[Stored entries]
▽
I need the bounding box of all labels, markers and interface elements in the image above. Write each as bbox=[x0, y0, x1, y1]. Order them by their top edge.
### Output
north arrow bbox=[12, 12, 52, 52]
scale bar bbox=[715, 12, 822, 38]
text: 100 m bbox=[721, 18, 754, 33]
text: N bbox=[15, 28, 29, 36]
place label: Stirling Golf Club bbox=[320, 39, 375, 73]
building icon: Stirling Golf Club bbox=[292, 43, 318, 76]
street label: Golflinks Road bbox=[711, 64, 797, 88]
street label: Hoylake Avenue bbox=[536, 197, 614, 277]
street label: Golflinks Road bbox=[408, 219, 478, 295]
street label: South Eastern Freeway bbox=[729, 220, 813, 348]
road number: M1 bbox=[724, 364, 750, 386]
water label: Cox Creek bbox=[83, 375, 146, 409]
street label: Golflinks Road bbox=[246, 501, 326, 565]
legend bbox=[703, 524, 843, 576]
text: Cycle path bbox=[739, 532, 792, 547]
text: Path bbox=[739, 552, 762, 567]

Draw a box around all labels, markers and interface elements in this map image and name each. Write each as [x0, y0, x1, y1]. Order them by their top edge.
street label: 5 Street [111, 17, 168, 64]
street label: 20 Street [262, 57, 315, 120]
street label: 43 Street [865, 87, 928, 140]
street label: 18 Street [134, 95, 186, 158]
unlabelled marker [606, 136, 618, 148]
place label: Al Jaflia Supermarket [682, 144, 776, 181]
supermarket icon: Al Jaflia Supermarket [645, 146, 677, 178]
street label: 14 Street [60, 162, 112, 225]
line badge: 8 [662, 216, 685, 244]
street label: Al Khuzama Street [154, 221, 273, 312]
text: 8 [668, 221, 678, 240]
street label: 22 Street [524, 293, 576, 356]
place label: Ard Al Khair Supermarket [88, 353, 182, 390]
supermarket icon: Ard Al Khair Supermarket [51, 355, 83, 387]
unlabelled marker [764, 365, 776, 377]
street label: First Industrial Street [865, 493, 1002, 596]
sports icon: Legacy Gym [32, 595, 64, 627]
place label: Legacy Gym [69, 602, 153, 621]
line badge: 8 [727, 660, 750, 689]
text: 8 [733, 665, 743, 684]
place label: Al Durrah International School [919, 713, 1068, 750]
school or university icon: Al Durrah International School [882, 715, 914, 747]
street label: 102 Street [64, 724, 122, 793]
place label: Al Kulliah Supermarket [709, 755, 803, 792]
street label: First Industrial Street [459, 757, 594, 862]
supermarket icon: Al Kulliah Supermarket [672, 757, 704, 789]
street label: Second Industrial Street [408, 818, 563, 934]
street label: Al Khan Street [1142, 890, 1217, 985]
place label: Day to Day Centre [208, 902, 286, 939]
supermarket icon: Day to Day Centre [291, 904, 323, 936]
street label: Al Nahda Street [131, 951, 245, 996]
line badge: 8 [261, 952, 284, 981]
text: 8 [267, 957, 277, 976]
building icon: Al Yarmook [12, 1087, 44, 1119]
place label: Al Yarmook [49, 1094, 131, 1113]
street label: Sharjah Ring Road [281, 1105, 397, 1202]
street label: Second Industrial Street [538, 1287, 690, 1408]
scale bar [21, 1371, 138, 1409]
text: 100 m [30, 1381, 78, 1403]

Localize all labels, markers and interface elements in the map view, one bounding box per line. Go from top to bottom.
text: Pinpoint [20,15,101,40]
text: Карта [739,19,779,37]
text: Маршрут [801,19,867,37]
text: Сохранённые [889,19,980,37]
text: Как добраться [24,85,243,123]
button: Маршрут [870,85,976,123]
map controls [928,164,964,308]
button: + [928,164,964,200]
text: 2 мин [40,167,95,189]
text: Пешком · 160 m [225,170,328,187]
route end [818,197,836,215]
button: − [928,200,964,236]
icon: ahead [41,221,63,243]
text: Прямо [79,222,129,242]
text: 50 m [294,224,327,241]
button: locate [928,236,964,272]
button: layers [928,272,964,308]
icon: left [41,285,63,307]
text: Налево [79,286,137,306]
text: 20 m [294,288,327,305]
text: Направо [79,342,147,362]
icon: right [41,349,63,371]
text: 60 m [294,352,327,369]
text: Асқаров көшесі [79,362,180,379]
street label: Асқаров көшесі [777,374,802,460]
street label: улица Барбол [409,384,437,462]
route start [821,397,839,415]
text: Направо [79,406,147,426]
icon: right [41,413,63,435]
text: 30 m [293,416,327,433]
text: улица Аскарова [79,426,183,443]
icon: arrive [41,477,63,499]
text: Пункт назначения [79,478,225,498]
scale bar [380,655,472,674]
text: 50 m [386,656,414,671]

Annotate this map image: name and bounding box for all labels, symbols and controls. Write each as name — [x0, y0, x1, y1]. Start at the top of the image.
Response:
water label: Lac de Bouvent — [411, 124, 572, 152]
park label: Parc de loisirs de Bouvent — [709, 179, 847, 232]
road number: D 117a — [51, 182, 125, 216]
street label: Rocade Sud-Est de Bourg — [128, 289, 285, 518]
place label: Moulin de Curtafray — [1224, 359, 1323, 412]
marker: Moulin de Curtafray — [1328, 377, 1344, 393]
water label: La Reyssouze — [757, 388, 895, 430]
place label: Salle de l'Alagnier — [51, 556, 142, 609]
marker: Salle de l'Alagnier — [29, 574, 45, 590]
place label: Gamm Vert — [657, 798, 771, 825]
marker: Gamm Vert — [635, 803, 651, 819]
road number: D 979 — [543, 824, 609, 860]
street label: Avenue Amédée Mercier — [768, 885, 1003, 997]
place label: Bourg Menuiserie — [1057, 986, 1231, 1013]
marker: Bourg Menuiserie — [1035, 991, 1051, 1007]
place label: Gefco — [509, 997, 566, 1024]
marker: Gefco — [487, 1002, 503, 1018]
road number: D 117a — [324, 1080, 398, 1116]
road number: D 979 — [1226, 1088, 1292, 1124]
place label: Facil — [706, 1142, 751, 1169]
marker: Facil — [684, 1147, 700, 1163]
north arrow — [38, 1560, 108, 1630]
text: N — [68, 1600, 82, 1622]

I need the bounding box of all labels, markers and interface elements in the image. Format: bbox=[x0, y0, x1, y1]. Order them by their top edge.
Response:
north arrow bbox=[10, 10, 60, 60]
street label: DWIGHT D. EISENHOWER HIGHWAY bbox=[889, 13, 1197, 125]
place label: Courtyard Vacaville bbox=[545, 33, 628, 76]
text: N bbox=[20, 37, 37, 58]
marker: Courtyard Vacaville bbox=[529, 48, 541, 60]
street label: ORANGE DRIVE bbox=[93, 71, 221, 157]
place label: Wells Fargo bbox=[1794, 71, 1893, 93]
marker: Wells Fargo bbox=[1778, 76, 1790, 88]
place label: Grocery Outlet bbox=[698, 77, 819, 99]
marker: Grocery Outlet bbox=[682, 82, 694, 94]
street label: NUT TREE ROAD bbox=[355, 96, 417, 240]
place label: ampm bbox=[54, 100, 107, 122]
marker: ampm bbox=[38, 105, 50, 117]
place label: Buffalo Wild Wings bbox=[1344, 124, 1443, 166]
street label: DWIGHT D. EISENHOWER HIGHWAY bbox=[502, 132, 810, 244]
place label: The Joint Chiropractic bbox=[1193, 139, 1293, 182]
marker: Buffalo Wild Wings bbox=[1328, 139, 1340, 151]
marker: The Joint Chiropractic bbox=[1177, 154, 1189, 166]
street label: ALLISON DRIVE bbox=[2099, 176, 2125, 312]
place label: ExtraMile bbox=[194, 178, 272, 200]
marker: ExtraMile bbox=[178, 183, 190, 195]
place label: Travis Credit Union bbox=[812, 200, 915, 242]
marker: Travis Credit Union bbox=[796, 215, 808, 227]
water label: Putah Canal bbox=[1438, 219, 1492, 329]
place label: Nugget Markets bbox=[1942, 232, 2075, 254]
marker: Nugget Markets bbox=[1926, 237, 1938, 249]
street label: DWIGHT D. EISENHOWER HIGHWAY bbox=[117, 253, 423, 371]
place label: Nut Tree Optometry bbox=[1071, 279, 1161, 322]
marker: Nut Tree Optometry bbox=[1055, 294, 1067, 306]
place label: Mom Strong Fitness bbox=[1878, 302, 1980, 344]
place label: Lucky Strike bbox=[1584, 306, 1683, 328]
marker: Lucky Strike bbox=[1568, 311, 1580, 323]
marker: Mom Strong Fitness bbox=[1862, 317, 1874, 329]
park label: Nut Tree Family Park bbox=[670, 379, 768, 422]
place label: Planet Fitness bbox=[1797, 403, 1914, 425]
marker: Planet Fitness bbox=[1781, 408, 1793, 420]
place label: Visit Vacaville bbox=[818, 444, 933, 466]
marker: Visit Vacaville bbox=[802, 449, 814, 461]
△
Filter the entries above and copy only the lines that hold "Outlet".

PROBLEM SOLUTION
place label: Grocery Outlet bbox=[698, 77, 819, 99]
marker: Grocery Outlet bbox=[682, 82, 694, 94]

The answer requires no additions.